Taking the records line by line, how many lines contain the word "linejoin"? Answer with the number only.

• Excerpted records

Start of Block

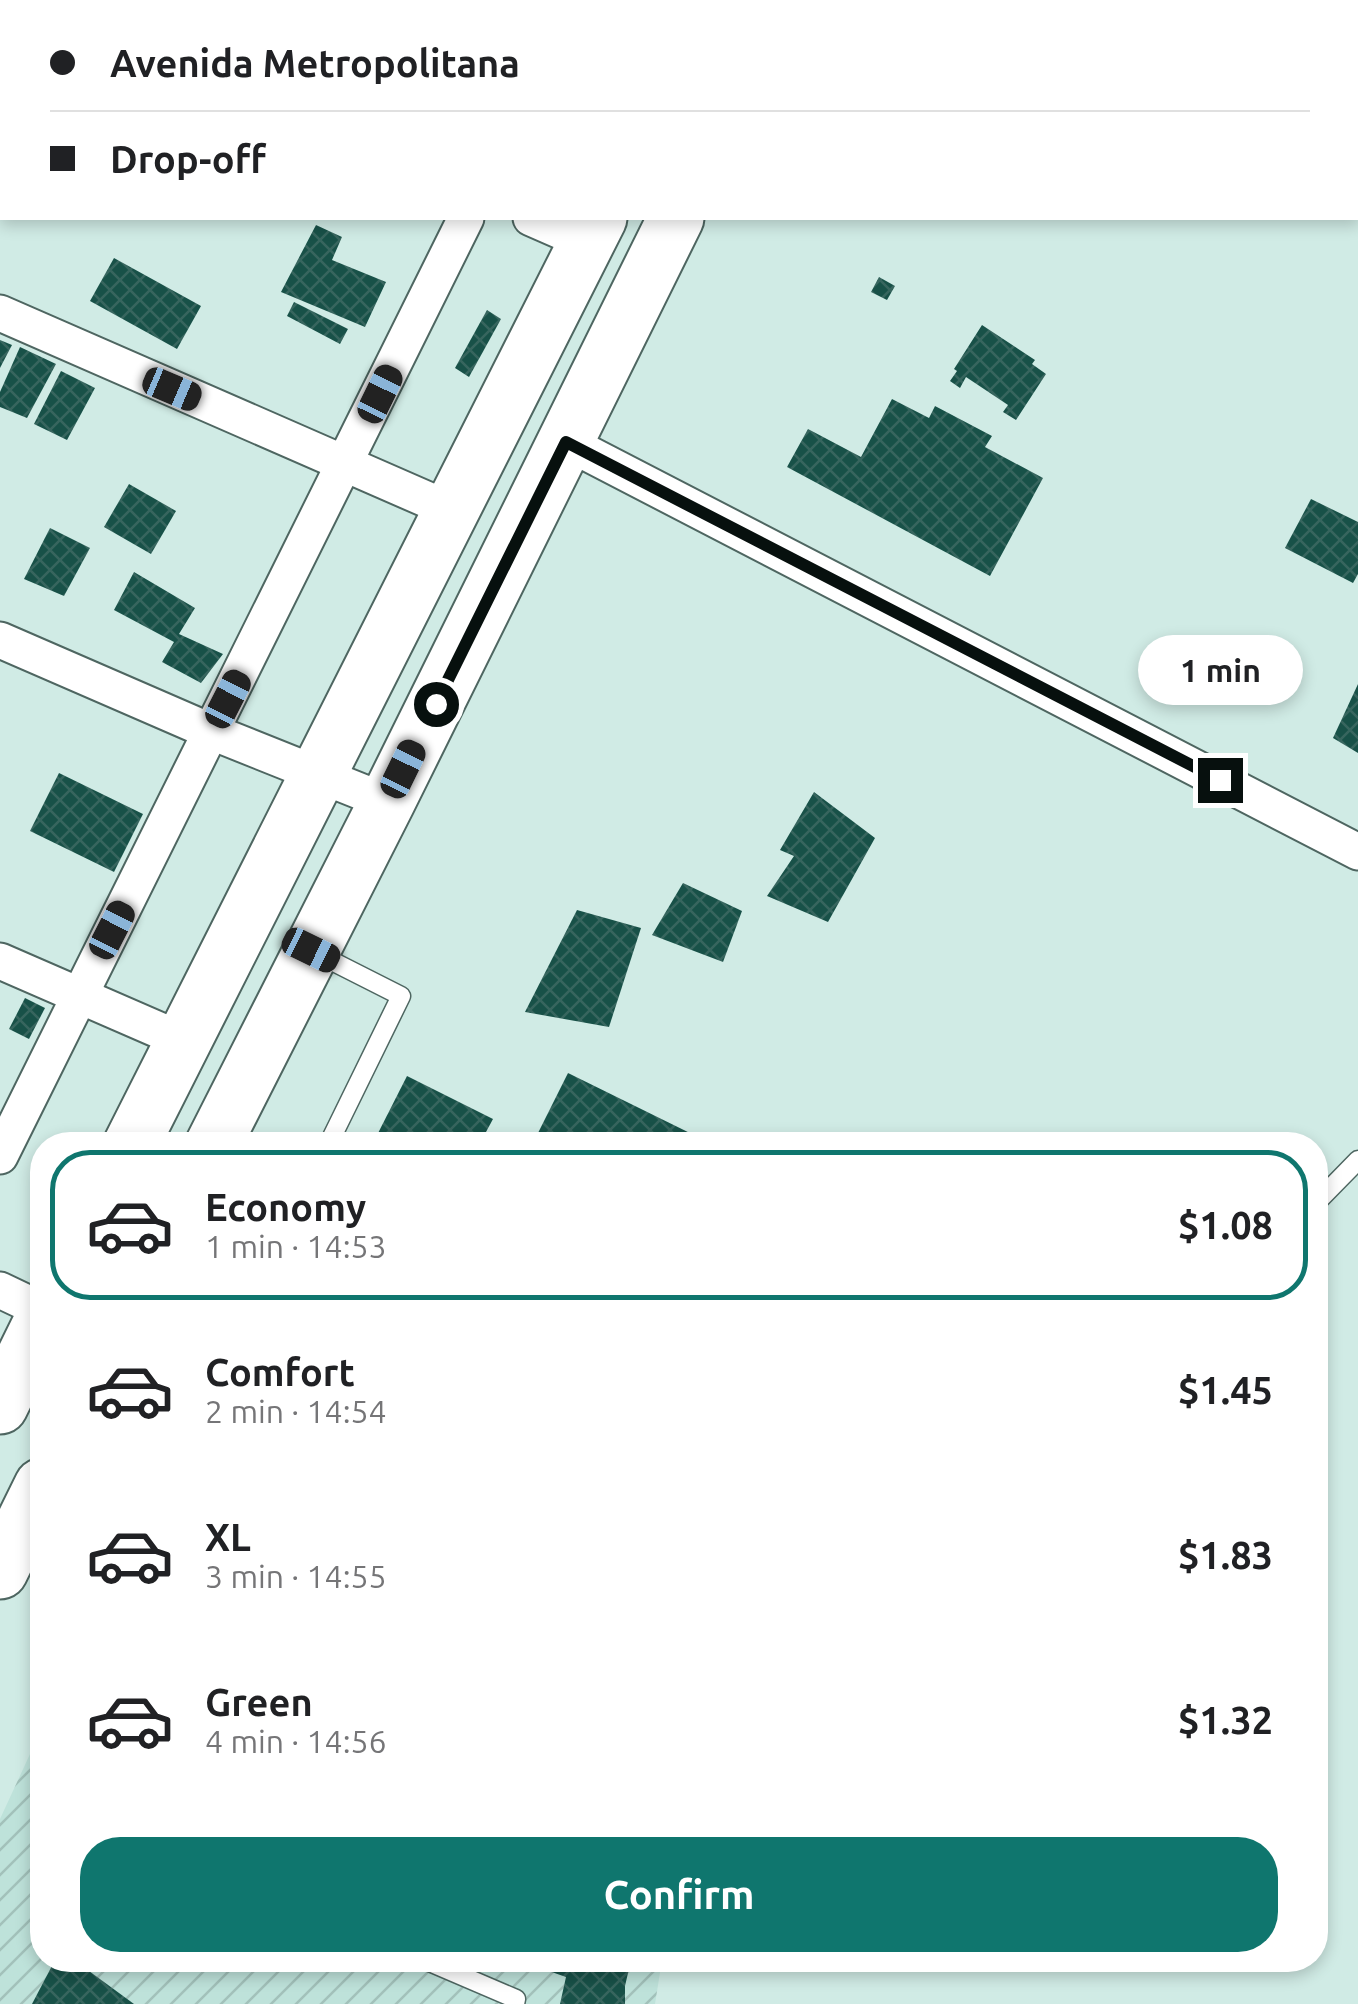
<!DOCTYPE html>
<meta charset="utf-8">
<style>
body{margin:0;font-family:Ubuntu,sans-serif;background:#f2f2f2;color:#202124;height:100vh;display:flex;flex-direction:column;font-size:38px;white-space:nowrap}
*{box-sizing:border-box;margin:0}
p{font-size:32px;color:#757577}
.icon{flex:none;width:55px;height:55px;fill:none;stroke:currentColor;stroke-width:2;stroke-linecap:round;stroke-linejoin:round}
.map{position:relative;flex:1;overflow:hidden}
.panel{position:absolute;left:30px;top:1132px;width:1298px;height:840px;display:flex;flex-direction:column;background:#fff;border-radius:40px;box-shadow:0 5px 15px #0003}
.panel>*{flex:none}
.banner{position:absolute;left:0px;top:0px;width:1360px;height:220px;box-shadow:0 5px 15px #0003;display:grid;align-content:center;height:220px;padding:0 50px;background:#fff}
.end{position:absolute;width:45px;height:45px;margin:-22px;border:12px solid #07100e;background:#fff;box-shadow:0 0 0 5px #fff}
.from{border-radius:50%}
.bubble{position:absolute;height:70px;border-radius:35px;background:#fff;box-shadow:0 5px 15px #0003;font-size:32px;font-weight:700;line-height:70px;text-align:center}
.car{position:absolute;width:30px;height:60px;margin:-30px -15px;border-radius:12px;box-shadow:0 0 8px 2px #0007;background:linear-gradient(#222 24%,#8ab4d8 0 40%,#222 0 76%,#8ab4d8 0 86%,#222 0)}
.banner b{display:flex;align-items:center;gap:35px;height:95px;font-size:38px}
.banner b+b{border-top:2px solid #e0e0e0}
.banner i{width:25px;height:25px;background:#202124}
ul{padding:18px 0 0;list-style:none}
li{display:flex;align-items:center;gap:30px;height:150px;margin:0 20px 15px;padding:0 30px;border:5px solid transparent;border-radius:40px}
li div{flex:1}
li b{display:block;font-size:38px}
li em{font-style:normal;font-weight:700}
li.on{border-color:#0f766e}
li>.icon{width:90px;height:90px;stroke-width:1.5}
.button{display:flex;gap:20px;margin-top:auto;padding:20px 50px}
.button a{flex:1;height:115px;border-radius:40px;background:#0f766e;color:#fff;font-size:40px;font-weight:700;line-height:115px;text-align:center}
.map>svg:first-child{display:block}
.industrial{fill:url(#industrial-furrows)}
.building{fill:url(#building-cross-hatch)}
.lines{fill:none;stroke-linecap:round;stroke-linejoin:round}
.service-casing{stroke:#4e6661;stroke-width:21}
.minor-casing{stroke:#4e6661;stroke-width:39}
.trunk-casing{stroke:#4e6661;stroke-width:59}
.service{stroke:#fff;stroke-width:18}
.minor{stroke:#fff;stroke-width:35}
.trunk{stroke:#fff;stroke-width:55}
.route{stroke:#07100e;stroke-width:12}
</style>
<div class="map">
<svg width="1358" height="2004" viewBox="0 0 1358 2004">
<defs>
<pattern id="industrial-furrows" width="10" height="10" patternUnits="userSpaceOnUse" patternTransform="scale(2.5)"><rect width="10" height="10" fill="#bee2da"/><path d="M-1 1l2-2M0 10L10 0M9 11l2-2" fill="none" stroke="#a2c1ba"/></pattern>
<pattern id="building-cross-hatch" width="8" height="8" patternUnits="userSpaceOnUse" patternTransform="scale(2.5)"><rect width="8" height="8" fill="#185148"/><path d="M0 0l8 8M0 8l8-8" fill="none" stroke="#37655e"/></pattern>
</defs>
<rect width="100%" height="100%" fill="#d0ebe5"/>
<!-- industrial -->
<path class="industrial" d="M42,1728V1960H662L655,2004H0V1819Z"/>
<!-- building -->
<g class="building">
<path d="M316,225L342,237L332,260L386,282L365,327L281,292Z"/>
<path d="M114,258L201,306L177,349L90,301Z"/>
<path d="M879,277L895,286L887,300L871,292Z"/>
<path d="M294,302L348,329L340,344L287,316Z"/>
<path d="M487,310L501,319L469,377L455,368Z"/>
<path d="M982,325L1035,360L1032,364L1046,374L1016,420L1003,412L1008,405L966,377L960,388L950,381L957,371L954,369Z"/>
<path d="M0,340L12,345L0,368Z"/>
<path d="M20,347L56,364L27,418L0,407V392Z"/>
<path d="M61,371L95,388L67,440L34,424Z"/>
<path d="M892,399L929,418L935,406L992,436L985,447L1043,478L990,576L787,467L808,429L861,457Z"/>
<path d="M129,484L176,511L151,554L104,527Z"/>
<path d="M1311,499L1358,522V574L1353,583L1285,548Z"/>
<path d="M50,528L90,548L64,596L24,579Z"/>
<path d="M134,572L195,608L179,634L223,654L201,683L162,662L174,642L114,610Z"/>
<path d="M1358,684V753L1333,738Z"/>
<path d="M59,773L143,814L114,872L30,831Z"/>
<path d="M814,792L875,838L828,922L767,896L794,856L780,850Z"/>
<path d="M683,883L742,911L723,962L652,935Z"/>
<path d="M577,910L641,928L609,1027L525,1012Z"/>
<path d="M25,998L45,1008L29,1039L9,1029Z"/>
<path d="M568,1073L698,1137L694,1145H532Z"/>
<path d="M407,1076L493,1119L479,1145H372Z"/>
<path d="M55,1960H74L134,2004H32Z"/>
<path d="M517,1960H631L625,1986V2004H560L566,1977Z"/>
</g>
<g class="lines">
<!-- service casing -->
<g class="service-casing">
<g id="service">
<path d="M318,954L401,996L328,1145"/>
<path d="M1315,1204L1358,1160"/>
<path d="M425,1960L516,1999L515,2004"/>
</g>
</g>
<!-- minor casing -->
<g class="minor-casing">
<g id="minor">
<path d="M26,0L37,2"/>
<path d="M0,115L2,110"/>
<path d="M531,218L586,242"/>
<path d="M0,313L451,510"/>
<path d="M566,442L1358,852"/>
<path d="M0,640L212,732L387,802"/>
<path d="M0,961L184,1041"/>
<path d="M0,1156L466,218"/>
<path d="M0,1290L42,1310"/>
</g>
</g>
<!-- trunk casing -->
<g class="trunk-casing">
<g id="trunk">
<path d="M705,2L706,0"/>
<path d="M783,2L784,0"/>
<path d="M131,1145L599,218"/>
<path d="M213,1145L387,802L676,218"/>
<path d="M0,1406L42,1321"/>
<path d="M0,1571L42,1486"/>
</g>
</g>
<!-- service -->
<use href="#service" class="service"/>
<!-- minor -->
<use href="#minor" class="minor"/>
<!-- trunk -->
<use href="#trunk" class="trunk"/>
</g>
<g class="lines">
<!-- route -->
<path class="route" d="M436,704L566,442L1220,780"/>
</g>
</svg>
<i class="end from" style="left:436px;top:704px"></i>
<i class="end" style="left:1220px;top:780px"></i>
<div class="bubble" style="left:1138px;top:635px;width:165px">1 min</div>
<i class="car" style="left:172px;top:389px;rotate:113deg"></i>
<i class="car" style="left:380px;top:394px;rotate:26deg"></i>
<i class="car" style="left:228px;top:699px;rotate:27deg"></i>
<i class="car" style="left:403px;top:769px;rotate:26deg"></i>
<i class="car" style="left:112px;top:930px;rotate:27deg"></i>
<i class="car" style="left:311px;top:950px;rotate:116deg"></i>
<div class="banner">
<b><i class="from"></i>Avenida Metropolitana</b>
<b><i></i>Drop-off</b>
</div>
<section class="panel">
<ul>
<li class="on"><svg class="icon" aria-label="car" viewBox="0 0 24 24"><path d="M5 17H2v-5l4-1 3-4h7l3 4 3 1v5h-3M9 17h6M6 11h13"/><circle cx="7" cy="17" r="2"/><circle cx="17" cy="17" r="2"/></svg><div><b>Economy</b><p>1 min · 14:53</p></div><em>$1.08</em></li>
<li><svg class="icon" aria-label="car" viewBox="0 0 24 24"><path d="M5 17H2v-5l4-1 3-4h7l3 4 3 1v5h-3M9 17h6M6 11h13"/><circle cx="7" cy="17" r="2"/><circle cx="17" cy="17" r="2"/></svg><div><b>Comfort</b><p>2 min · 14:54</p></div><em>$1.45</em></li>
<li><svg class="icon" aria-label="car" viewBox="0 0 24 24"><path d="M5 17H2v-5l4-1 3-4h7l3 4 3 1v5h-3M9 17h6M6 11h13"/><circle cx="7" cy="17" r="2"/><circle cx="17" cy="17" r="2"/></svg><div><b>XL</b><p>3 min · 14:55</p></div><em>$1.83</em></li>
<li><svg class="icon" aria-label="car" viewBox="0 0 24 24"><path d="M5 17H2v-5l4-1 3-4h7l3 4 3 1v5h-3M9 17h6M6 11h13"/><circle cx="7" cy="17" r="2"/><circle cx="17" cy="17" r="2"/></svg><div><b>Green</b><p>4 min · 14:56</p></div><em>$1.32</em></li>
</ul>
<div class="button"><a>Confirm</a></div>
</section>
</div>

End of Block

• Response area
2